Head control is so important for every day life. By increasing head control even just slightly for a child or adult it can mean opened opportunities for communication and mobility. It allows increased choices for communication devices and it can allow for the uses of switches that can control wheelchairs or other mobility options. This increased control will allow for more independent and meaningful participation in day to day life which is what the goal of therapy is.
Head control starts when they are little. When babies are born they have no head control. As they get stronger they slowly learn to control their movements. Initially they have the strength to lift their head if it is too far forward or back or to the side, but they often overshoot where they are going because they don’t know how to grade their movement. Grading comes with practice. And as they grade (which means they know just how much they need to turn on their muscles in order to get their head to exactly where they want it), they learn how to keep it where they want it. This requires control. They figure out just how much muscle effort needs to happen from all the different muscles groups, and how to have those muscle groups work together to keep their head aligned.
As babies grow and develop this it is mostly unconsciously because let’s be honest, they don’t know enough to think, ‘hey I want to lift my head up to see that toy and I will turn on my muscles this much to do it.’ They react to the stimulus presented to them and if they are interested they work to hold their head there for longer periods of time and build endurance. For older kids, this may be a conscious activity where you are asking them to look at something and cueing them on which muscles to turn on and then keeping the motivator there while encouraging them to keep looking. A lot of times I find counting is a big motivator and they try to beat their time. Or if you have a switch where they get to do something they like such as navigate an ipad they will get motivated to do what is needed. But, they are still having to think about it. Ideally with practice they get better at doing this without as much thought because if you are thinking about how to move your head, it’s hard to concentrate on other things as well, such as learning.
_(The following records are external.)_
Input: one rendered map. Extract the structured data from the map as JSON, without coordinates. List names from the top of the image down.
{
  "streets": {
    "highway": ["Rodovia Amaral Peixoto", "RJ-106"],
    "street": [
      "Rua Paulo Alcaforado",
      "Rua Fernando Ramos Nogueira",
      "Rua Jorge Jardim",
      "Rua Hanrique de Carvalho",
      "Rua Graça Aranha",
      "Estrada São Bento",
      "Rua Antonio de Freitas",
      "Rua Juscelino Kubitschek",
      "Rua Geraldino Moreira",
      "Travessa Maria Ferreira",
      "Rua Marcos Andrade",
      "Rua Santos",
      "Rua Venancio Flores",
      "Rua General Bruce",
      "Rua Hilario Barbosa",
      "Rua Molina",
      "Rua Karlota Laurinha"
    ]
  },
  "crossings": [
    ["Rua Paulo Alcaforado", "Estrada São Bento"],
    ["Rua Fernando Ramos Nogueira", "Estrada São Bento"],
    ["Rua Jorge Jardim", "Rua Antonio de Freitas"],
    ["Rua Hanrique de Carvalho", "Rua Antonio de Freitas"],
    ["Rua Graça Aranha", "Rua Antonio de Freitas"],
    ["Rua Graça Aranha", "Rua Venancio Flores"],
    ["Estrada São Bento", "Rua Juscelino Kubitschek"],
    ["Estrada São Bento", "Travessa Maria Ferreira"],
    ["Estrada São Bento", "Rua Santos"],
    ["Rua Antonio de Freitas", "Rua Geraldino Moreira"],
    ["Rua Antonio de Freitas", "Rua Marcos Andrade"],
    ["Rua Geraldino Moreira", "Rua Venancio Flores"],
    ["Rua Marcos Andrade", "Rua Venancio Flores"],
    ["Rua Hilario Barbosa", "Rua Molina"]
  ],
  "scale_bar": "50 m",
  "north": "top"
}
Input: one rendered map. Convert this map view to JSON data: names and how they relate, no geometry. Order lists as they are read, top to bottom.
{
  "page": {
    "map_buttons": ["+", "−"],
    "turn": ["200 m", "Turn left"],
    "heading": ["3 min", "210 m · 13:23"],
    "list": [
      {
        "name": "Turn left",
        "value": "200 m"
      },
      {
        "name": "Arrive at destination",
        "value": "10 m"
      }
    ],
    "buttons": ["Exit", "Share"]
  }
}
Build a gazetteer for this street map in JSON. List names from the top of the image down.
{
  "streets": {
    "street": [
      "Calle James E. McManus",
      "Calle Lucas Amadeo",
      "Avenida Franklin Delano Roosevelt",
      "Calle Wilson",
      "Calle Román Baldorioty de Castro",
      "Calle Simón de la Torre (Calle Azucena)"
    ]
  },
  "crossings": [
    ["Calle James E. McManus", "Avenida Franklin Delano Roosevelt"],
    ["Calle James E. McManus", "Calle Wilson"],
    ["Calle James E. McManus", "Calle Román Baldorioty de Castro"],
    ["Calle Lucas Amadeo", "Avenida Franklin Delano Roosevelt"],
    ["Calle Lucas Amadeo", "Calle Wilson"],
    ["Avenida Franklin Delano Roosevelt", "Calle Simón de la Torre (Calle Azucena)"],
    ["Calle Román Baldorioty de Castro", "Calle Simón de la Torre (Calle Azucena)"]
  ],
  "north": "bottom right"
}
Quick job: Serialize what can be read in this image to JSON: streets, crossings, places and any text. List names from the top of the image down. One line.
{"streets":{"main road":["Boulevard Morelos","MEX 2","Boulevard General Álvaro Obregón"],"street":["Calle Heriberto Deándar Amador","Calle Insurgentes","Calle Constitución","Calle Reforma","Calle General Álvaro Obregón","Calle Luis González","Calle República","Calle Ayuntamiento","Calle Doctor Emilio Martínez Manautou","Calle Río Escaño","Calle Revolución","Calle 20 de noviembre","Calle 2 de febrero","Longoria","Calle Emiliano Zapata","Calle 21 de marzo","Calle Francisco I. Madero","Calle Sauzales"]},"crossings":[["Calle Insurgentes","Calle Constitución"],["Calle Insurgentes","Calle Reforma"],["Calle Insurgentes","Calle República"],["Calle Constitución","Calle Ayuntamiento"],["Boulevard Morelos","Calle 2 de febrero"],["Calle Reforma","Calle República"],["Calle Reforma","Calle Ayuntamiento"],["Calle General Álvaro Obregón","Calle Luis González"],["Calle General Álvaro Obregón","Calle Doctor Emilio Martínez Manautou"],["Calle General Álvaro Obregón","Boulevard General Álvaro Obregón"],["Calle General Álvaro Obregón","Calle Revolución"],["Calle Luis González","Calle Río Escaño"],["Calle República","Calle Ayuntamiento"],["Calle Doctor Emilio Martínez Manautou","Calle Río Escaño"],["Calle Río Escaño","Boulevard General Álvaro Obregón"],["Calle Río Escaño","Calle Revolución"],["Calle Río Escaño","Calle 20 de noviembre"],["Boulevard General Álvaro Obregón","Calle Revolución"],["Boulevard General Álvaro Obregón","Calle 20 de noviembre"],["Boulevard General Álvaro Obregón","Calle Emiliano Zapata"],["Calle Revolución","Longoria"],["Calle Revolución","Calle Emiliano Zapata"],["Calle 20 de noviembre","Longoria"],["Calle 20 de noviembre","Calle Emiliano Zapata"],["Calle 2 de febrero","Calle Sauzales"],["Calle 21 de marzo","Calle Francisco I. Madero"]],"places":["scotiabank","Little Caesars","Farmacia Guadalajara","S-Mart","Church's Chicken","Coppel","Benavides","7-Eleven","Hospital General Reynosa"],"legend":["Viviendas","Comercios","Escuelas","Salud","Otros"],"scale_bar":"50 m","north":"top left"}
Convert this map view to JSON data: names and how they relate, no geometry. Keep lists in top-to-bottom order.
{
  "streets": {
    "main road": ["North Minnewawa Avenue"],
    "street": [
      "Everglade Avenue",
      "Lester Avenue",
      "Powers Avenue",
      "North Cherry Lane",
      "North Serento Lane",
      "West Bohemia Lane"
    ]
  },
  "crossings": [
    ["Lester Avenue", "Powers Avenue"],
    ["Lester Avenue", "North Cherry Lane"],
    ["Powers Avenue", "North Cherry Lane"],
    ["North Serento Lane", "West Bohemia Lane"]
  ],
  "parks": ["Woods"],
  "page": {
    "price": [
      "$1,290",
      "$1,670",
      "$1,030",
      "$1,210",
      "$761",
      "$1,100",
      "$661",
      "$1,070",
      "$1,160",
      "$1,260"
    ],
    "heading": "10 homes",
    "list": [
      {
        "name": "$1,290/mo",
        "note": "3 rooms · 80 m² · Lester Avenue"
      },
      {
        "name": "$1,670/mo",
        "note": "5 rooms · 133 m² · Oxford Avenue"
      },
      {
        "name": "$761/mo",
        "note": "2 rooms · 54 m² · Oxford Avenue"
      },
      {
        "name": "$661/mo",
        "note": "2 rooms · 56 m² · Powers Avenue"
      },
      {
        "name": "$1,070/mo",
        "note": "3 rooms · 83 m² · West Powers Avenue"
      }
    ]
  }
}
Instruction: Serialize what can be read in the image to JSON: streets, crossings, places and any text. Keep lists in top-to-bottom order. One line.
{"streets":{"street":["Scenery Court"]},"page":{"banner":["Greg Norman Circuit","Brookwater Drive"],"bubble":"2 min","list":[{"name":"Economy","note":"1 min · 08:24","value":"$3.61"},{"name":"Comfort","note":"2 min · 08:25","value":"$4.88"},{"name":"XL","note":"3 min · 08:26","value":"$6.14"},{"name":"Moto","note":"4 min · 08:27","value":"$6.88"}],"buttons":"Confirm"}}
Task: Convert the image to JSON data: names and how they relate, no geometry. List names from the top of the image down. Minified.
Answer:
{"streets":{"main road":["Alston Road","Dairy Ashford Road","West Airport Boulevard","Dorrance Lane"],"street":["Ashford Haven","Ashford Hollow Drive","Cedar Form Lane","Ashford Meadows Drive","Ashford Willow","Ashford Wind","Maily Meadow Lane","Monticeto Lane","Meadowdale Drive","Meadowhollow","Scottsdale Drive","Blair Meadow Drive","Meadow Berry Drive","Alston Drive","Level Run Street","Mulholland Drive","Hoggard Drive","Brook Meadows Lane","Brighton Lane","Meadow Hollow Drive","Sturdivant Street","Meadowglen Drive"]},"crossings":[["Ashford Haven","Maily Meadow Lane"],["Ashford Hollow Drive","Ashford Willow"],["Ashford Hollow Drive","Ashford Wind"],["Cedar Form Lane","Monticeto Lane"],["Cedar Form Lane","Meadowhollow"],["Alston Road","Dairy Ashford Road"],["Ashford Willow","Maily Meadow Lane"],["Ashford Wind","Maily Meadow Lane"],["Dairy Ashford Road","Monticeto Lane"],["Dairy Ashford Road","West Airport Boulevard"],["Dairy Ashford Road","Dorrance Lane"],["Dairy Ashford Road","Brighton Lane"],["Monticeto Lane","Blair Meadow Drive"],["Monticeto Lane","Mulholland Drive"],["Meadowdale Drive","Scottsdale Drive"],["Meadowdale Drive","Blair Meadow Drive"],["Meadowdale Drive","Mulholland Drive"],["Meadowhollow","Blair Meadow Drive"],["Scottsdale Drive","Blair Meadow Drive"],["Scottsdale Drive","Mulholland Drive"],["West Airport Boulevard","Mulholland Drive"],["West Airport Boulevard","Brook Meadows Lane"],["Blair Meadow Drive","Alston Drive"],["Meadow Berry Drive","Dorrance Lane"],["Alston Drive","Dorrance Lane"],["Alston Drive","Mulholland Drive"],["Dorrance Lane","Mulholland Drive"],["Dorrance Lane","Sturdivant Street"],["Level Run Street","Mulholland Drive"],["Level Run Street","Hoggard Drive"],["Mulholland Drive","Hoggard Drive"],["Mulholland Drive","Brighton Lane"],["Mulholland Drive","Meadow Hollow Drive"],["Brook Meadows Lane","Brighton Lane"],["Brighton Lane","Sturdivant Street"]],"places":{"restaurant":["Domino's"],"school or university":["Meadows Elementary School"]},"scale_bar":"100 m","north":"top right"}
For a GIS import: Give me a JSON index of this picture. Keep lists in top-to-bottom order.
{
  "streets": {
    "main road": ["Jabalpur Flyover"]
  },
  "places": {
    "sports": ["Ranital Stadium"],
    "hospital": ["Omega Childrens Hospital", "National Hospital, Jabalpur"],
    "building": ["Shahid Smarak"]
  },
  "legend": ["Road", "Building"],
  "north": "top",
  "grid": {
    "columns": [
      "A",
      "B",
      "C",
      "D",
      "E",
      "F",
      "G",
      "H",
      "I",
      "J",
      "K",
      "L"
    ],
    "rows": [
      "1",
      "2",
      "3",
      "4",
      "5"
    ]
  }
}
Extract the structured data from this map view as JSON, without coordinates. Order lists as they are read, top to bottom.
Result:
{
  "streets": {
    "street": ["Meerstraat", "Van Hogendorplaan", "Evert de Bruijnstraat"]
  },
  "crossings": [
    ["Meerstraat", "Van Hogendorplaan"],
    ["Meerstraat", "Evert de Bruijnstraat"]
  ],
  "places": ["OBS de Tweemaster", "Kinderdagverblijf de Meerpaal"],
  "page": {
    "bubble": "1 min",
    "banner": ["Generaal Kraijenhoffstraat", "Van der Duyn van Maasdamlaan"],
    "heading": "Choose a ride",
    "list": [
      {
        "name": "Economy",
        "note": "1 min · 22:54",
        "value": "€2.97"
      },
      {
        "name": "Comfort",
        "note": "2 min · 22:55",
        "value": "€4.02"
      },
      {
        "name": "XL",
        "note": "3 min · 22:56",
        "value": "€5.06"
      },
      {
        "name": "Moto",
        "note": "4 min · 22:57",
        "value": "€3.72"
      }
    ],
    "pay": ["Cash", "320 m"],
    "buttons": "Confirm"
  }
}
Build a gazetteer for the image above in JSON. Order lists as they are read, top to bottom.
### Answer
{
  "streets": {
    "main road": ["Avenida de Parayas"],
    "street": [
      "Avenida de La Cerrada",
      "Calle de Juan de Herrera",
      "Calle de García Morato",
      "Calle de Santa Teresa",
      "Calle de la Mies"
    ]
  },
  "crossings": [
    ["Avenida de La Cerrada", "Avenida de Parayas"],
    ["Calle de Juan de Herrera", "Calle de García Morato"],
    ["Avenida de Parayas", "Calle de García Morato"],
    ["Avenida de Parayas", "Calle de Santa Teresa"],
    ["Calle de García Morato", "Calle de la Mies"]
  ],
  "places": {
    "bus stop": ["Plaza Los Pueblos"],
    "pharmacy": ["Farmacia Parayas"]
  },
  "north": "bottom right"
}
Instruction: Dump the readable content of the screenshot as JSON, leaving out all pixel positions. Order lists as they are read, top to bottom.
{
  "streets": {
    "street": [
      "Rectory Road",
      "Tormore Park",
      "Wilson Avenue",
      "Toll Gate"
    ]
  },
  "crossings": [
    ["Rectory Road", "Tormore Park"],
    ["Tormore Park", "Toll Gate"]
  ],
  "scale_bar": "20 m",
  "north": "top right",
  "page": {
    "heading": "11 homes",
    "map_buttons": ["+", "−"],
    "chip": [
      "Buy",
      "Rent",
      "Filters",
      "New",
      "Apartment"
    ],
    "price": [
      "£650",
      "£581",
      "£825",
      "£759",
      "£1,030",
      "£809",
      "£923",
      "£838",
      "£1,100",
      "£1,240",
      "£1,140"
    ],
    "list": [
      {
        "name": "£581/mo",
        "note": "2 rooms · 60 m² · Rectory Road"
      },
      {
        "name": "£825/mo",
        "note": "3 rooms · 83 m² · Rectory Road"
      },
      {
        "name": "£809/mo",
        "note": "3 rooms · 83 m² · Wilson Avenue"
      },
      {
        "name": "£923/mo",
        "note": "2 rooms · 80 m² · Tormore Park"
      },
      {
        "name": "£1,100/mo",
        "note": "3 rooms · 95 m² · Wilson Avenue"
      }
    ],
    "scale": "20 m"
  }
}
One of the ways that I have learned to help with head control is to decrease the degrees of freedom. What do I mean by this? I mean I make it so they only have to focus on their head and neck muscles. This could be by me giving them maximal support of their trunk and body so they don’t have to worry about it, or it could be me using a swaddle on a little one so their body is contained. I can also use my hands for this. As they gain more control with maximal support I will slowly decrease my support by either moving my hands lower on their trunk, or letting their arms be free, or keeping my hands at the same height but relaxing my grip a little bit. It depends on the person and what works for them. The key is to have a motivator for them to be looking at or engaged in. Make it a game!
What are some ways you work on head control and limit degrees of freedom?